* Assigned task *
An exact reproduction of the records is required, with all pictures omitted.
********************
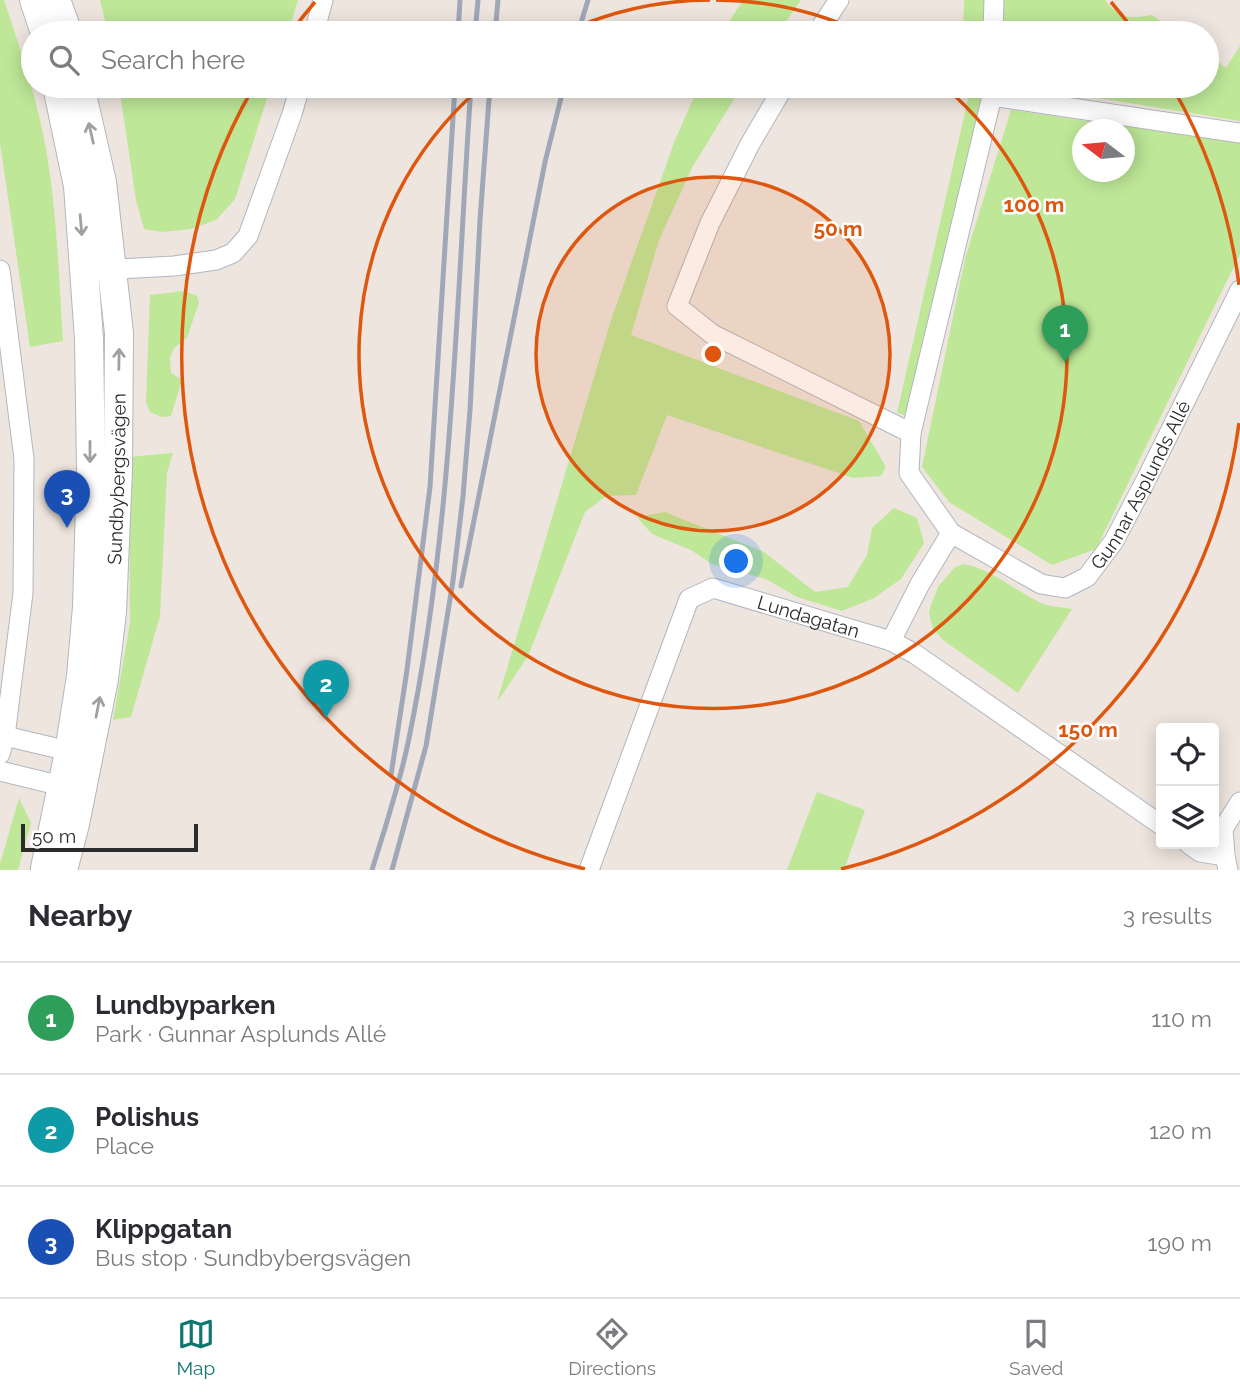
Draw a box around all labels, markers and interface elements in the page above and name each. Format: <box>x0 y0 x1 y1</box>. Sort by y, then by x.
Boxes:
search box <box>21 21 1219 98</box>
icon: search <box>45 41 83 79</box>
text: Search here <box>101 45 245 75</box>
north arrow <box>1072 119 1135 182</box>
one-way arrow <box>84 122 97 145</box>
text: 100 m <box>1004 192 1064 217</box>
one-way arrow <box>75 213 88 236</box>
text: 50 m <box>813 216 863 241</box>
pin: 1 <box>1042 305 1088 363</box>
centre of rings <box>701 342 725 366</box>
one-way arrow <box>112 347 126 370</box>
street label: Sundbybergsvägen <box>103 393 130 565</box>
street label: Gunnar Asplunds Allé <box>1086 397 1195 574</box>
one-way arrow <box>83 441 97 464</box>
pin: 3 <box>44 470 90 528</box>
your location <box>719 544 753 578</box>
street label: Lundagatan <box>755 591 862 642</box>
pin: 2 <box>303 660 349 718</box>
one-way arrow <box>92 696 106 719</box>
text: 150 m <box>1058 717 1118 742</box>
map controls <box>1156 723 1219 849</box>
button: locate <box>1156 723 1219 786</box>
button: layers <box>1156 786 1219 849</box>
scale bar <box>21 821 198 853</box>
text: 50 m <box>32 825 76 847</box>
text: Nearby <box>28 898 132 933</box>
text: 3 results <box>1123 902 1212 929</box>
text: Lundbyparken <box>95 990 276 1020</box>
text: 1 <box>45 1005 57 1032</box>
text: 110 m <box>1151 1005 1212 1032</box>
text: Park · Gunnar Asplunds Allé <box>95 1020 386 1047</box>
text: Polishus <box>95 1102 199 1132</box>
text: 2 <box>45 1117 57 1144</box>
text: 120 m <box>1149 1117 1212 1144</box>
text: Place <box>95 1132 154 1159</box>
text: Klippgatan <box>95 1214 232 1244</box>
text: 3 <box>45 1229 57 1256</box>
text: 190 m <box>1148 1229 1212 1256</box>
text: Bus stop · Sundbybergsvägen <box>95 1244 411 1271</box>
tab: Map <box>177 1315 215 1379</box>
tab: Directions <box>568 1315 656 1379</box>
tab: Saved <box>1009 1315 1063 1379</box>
********************
* Worked solution *
Draw a box around all labels, markers and interface elements in the page above and name each. Format: <box>x0 y0 x1 y1</box>. Sort by y, then by x.
Boxes:
search box <box>21 21 1219 98</box>
icon: search <box>45 41 83 79</box>
text: Search here <box>101 45 245 75</box>
north arrow <box>1072 119 1135 182</box>
one-way arrow <box>84 122 97 145</box>
text: 100 m <box>1004 192 1064 217</box>
one-way arrow <box>75 213 88 236</box>
text: 50 m <box>813 216 863 241</box>
pin: 1 <box>1042 305 1088 363</box>
centre of rings <box>701 342 725 366</box>
one-way arrow <box>112 347 126 370</box>
street label: Sundbybergsvägen <box>103 393 130 565</box>
street label: Gunnar Asplunds Allé <box>1086 397 1195 574</box>
one-way arrow <box>83 441 97 464</box>
pin: 3 <box>44 470 90 528</box>
your location <box>719 544 753 578</box>
street label: Lundagatan <box>755 591 862 642</box>
pin: 2 <box>303 660 349 718</box>
one-way arrow <box>92 696 106 719</box>
text: 150 m <box>1058 717 1118 742</box>
map controls <box>1156 723 1219 849</box>
button: locate <box>1156 723 1219 786</box>
button: layers <box>1156 786 1219 849</box>
scale bar <box>21 821 198 853</box>
text: 50 m <box>32 825 76 847</box>
text: Nearby <box>28 898 132 933</box>
text: 3 results <box>1123 902 1212 929</box>
text: Lundbyparken <box>95 990 276 1020</box>
text: 1 <box>45 1005 57 1032</box>
text: 110 m <box>1151 1005 1212 1032</box>
text: Park · Gunnar Asplunds Allé <box>95 1020 386 1047</box>
text: Polishus <box>95 1102 199 1132</box>
text: 2 <box>45 1117 57 1144</box>
text: 120 m <box>1149 1117 1212 1144</box>
text: Place <box>95 1132 154 1159</box>
text: Klippgatan <box>95 1214 232 1244</box>
text: 3 <box>45 1229 57 1256</box>
text: 190 m <box>1148 1229 1212 1256</box>
text: Bus stop · Sundbybergsvägen <box>95 1244 411 1271</box>
tab: Map <box>177 1315 215 1379</box>
tab: Directions <box>568 1315 656 1379</box>
tab: Saved <box>1009 1315 1063 1379</box>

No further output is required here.